Automated monitoring of policy developments for real-time journalism

I developed the Live Document Hub as a core feature of Borderlex's Datahub, solving a critical challenge for trade policy journalists who previously had to manually monitor dozens of institutional websites daily. The system now automatically tracks and aggregates document releases from approximately 50 key institutions, including EU bodies, government ministries, international organizations, and think tanks. This automation has enabled Borderlex journalists to discover time-sensitive documents quickly, leading to breaking news coverage that would have been missed or delayed through manual monitoring.

Technical Architecture and Implementation

I designed and built a comprehensive automated data collection process using Python libraries for web scraping and other data ingestion tasks. The pipeline integrates multiple data sources through web scraping, RSS feeds, and institutional APIs, handling diverse data formats including XML and JSON.

To ensure data reliability in the notoriously volatile web environment, I implemented a flexible architecture using Pydantic (a Python library for data validation) that automatically validates incoming data and adapts to changes in the data sources without requiring extensive code modifications. This validation framework has proven essential for maintaining data quality across the varied institutional sources.

I orchestrate the data pipeline using Dagster, enabling automated scheduling and monitoring. All collected data is stored in a PostgreSQL database enhanced with full-text search capabilities, optimized for the text-heavy nature of policy documents.

User Interface and Experience

I built the user-facing interface as part of a Django web application, creating an intuitive document stream that displays the most recently published materials. The interface includes advanced search and filtering capabilities, allowing journalists to quickly locate specific documents or narrow results by institution, date, or topic. I integrated HTMX to create responsive, interactive components that enhance the user experience.

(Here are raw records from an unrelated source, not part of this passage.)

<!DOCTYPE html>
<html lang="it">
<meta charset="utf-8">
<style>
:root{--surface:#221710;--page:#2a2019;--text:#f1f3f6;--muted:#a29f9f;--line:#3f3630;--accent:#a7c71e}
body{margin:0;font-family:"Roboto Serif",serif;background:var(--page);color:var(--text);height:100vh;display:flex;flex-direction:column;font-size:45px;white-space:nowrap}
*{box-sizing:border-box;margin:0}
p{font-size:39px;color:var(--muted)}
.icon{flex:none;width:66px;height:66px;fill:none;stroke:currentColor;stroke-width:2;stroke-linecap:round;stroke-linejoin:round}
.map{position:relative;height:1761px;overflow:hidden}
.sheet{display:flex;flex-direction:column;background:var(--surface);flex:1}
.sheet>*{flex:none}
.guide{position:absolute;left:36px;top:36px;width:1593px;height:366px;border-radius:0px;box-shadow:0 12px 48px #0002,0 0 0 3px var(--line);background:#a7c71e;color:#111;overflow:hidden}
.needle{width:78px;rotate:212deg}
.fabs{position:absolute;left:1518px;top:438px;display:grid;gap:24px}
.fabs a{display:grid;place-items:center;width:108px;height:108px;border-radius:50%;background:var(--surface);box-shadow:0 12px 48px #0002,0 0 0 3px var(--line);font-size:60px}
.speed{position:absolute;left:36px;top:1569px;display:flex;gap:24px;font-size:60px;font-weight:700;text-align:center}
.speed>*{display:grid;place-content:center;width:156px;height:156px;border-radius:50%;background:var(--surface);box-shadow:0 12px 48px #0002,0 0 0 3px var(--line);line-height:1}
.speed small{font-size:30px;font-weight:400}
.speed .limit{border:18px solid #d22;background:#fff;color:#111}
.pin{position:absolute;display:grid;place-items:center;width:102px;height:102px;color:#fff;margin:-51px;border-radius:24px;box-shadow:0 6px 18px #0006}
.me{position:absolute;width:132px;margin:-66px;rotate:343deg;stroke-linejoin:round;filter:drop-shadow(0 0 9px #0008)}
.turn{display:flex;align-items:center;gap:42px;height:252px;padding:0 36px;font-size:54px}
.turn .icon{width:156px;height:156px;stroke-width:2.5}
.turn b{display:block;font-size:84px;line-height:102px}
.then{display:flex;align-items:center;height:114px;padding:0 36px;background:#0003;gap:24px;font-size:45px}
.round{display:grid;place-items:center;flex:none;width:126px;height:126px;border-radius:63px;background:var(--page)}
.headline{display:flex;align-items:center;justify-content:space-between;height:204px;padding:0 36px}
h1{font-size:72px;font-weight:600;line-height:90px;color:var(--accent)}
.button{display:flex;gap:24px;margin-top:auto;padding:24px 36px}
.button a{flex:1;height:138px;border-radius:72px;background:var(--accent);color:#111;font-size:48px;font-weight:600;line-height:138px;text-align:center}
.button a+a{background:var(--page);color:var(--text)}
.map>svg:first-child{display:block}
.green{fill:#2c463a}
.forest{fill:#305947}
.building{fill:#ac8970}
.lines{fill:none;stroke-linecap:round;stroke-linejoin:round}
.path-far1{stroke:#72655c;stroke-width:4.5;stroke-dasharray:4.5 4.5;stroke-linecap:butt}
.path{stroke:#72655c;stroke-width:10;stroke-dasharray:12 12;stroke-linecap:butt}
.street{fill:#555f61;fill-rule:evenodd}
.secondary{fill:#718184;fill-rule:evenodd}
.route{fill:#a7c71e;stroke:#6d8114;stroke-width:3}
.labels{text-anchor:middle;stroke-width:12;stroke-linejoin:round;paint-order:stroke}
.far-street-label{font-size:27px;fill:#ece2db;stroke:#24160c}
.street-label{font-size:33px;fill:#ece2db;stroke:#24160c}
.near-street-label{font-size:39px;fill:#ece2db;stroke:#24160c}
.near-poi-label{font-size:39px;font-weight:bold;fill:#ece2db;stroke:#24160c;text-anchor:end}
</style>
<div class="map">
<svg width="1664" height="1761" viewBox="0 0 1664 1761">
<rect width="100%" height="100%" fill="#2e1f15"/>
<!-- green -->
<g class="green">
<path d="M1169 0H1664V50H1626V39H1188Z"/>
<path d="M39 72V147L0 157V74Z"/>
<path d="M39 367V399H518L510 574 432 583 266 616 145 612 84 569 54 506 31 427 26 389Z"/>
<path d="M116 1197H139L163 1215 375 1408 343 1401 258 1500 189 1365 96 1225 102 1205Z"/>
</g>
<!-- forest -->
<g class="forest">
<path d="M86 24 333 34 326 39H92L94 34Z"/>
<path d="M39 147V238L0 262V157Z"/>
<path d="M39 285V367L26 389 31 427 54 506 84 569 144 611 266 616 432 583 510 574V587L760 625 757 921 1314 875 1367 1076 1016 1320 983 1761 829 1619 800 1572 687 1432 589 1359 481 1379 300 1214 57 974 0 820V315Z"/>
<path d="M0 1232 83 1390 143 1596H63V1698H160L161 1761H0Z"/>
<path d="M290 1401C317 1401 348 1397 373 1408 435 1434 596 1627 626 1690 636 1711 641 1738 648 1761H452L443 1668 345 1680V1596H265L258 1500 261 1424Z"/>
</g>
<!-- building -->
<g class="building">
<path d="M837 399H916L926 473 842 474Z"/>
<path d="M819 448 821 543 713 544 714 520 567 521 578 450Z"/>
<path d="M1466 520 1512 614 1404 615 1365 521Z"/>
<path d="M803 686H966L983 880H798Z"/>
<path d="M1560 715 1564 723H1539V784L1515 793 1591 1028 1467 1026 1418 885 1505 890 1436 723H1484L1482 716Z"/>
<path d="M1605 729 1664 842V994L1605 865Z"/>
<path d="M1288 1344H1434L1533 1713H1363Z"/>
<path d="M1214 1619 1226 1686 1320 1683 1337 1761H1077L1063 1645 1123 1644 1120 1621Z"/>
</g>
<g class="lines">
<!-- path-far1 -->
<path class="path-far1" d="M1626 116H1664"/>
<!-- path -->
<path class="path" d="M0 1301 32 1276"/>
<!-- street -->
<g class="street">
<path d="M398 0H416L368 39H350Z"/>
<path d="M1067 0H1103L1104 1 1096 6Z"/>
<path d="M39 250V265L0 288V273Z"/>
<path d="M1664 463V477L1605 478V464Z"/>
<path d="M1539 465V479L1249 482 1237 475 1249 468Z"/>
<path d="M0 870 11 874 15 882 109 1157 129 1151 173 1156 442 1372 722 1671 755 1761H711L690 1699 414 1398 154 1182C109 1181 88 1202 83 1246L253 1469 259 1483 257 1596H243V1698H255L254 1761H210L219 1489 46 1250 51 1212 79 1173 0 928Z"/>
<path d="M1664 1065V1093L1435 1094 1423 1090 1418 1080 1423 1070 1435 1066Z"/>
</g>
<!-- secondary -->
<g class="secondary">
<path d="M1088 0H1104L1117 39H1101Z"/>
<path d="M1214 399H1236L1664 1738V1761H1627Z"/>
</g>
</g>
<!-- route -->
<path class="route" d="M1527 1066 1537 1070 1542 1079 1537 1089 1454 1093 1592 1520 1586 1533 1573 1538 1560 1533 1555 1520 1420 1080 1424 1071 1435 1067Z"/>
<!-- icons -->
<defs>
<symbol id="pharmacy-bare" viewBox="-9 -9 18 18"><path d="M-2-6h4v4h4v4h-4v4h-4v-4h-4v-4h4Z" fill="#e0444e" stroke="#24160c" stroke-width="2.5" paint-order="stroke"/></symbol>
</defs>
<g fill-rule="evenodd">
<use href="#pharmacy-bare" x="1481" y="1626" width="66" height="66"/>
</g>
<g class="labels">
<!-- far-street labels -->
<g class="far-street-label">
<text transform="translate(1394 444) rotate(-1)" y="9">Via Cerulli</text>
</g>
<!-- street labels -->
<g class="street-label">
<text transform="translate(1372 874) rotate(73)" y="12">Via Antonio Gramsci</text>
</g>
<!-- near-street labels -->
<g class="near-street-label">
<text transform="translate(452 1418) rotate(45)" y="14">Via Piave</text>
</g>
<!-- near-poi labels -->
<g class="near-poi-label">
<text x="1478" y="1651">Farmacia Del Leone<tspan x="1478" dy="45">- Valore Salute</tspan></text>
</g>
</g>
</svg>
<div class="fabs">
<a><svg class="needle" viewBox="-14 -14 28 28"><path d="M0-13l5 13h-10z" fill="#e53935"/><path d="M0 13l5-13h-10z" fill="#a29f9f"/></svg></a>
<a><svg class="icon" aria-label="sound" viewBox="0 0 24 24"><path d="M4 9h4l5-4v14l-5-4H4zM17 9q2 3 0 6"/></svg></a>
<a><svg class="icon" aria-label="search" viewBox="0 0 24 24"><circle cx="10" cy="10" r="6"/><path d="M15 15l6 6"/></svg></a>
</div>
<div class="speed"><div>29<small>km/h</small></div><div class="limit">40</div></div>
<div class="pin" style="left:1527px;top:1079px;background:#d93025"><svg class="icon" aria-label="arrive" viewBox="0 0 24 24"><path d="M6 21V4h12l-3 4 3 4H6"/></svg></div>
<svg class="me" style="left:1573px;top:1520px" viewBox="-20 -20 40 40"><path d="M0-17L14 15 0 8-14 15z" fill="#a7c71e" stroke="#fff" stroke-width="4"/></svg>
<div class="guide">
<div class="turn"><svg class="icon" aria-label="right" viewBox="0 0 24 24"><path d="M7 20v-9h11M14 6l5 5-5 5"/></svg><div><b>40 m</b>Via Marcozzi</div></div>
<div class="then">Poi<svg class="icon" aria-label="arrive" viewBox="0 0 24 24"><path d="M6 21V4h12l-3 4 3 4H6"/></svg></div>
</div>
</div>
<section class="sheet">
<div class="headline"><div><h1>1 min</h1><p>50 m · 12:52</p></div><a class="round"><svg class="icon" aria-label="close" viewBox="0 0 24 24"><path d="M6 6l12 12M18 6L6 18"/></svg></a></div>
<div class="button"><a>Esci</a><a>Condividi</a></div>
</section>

Screenshot of the document hub's user interface. — View of the Live Document Hub's search interface.

Content Quality and Curation

Working closely with Borderlex's editorial team, I implemented a targeted content curation strategy based on expert-selected institutional sources. This collaboration ensured the system captures the most relevant and authoritative sources for trade policy reporting.

To further enhance content quality, I developed and trained a custom text classification model using a dataset combining Borderlex content with public policy documents. I implemented a Logistic Regression classifier with TF-IDF text vectorization using scikit-learn, achieving an F1 score above 0.90. Crucially, I optimized the model to minimize false negatives—ensuring relevant documents are never missed—while accepting some false positives to maintain comprehensive coverage. This approach successfully filters out irrelevant content while maintaining fast processing speeds and ensuring no important policy developments slip through the system.

Detail view of a search result in the document hub. — Detailed view of a search result with a document reference.

Impact and Results

The Live Document Hub has transformed Borderlex's research workflow by eliminating the need for manual monitoring of 50+ institutional websites. Journalists report discovering unexpected, newsworthy documents through the system that directly contributed to timely story publication. The automated monitoring ensures comprehensive coverage that would be impossible to maintain manually, while the intelligent filtering keeps the content feed focused and actionable.